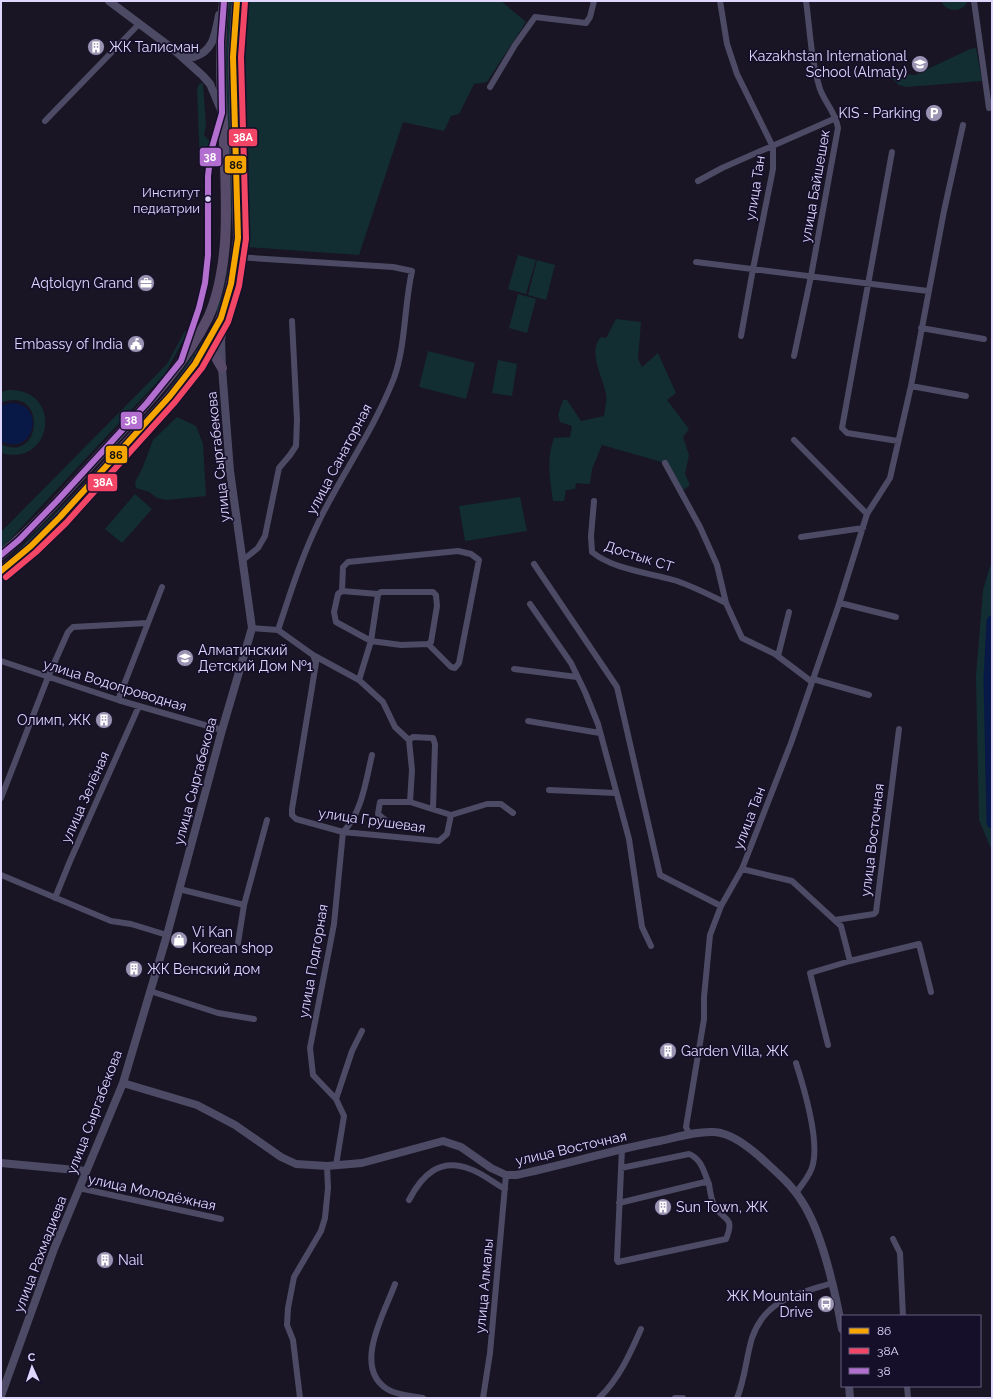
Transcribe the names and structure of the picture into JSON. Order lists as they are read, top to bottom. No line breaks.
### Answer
{"streets":{"street":["улица Байшешек","улица Тан","улица Сыргабекова","улица Санаторная","Достык СТ","улица Водопроводная","улица Зелёная","улица Грушевая","улица Восточная","улица Подгорная","улица Молодёжная","улица Рахмадиева","улица Алмалы"]},"crossings":[["улица Тан","улица Восточная"],["улица Сыргабекова","улица Санаторная"],["улица Сыргабекова","улица Водопроводная"],["улица Сыргабекова","улица Восточная"],["улица Сыргабекова","улица Молодёжная"],["улица Сыргабекова","улица Рахмадиева"],["улица Водопроводная","улица Зелёная"],["улица Грушевая","улица Подгорная"],["улица Восточная","улица Подгорная"],["улица Восточная","улица Алмалы"],["улица Молодёжная","улица Рахмадиева"]],"places":{"building":["ЖК Талисман","Олимп, ЖК","ЖК Венский дом","Garden Villa, ЖК","Sun Town, ЖК","Nail"],"school or university":["Kazakhstan International School (Almaty)","Алматинский Детский Дом №1"],"parking":["KIS - Parking"],"other":["Институт педиатрии"],"office":["Aqtolqyn Grand"],"public building":["Embassy of India"],"shop":["Vi Kan Korean shop"],"bus stop":["ЖК Mountain Drive"]},"lines":["transit line 86","transit line 38","transit line 38А"],"legend":["86","38А","38"],"north":"top"}
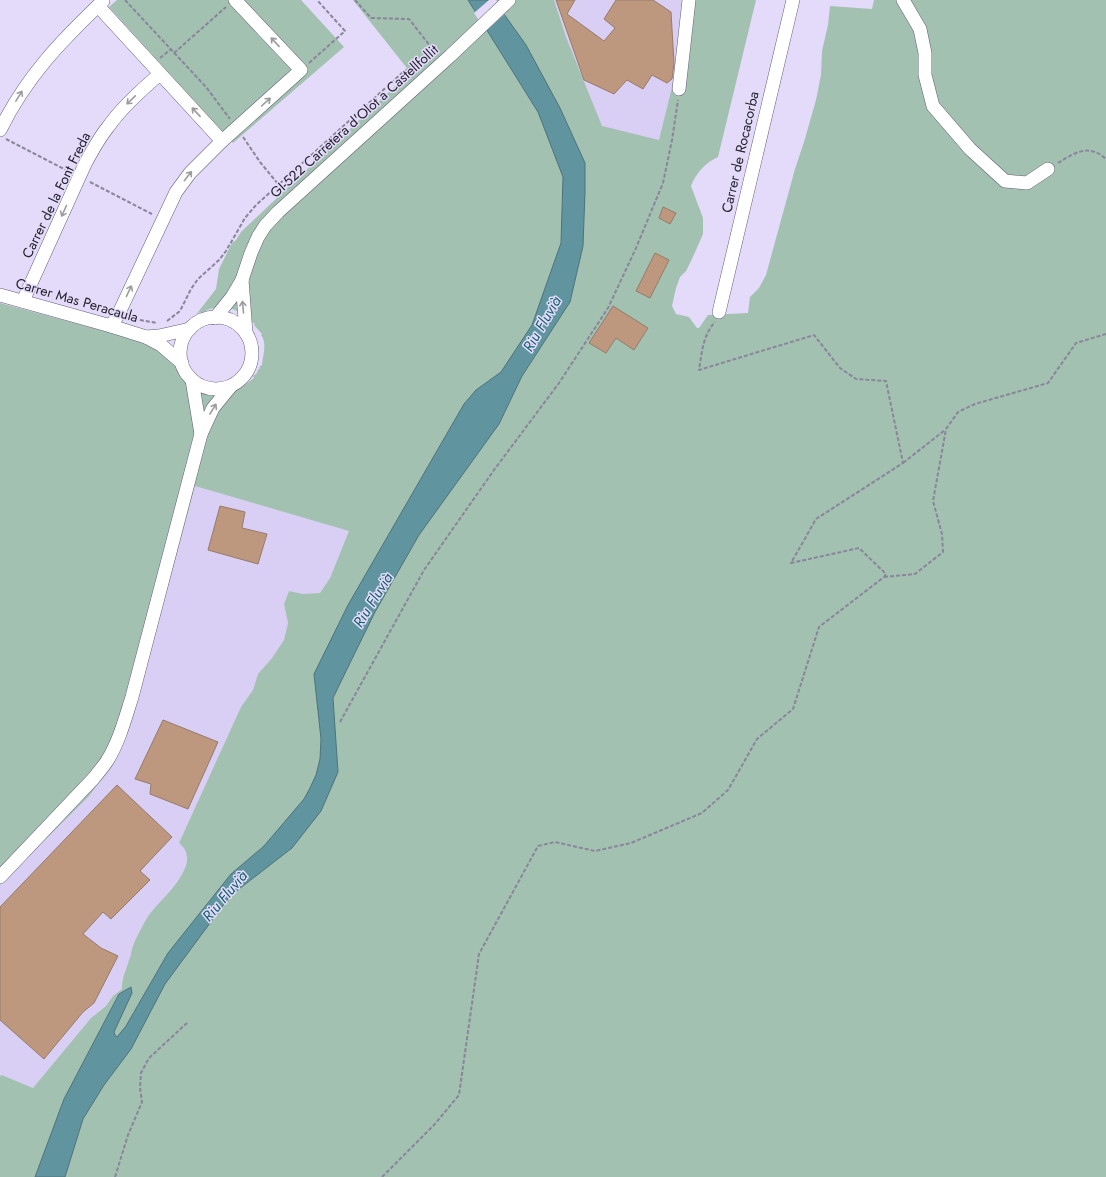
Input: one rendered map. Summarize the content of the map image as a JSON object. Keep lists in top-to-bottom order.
{
  "streets": {
    "street": [
      "GI-522 Carretera d'Olot a Castellfollit",
      "Carrer de Rocacorba",
      "Carrer de la Font Freda",
      "Carrer Mas Peracaula"
    ]
  },
  "crossings": [
    ["Carrer de la Font Freda", "Carrer Mas Peracaula"]
  ],
  "water": ["Riu Fluvià"]
}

= = =

◆ Aim of the exercise: Could you repeat the entries word for word, skipping the pictures they contain?

◆ Solution to the problem:
Transcribe the names and structure of the picture into JSON. Order lists as they are read, top to bottom. No line breaks.
### Answer
{"streets":{"street":["улица Байшешек","улица Тан","улица Сыргабекова","улица Санаторная","Достык СТ","улица Водопроводная","улица Зелёная","улица Грушевая","улица Восточная","улица Подгорная","улица Молодёжная","улица Рахмадиева","улица Алмалы"]},"crossings":[["улица Тан","улица Восточная"],["улица Сыргабекова","улица Санаторная"],["улица Сыргабекова","улица Водопроводная"],["улица Сыргабекова","улица Восточная"],["улица Сыргабекова","улица Молодёжная"],["улица Сыргабекова","улица Рахмадиева"],["улица Водопроводная","улица Зелёная"],["улица Грушевая","улица Подгорная"],["улица Восточная","улица Подгорная"],["улица Восточная","улица Алмалы"],["улица Молодёжная","улица Рахмадиева"]],"places":{"building":["ЖК Талисман","Олимп, ЖК","ЖК Венский дом","Garden Villa, ЖК","Sun Town, ЖК","Nail"],"school or university":["Kazakhstan International School (Almaty)","Алматинский Детский Дом №1"],"parking":["KIS - Parking"],"other":["Институт педиатрии"],"office":["Aqtolqyn Grand"],"public building":["Embassy of India"],"shop":["Vi Kan Korean shop"],"bus stop":["ЖК Mountain Drive"]},"lines":["transit line 86","transit line 38","transit line 38А"],"legend":["86","38А","38"],"north":"top"}
Input: one rendered map. Summarize the content of the map image as a JSON object. Keep lists in top-to-bottom order.
{
  "streets": {
    "street": [
      "GI-522 Carretera d'Olot a Castellfollit",
      "Carrer de Rocacorba",
      "Carrer de la Font Freda",
      "Carrer Mas Peracaula"
    ]
  },
  "crossings": [
    ["Carrer de la Font Freda", "Carrer Mas Peracaula"]
  ],
  "water": ["Riu Fluvià"]
}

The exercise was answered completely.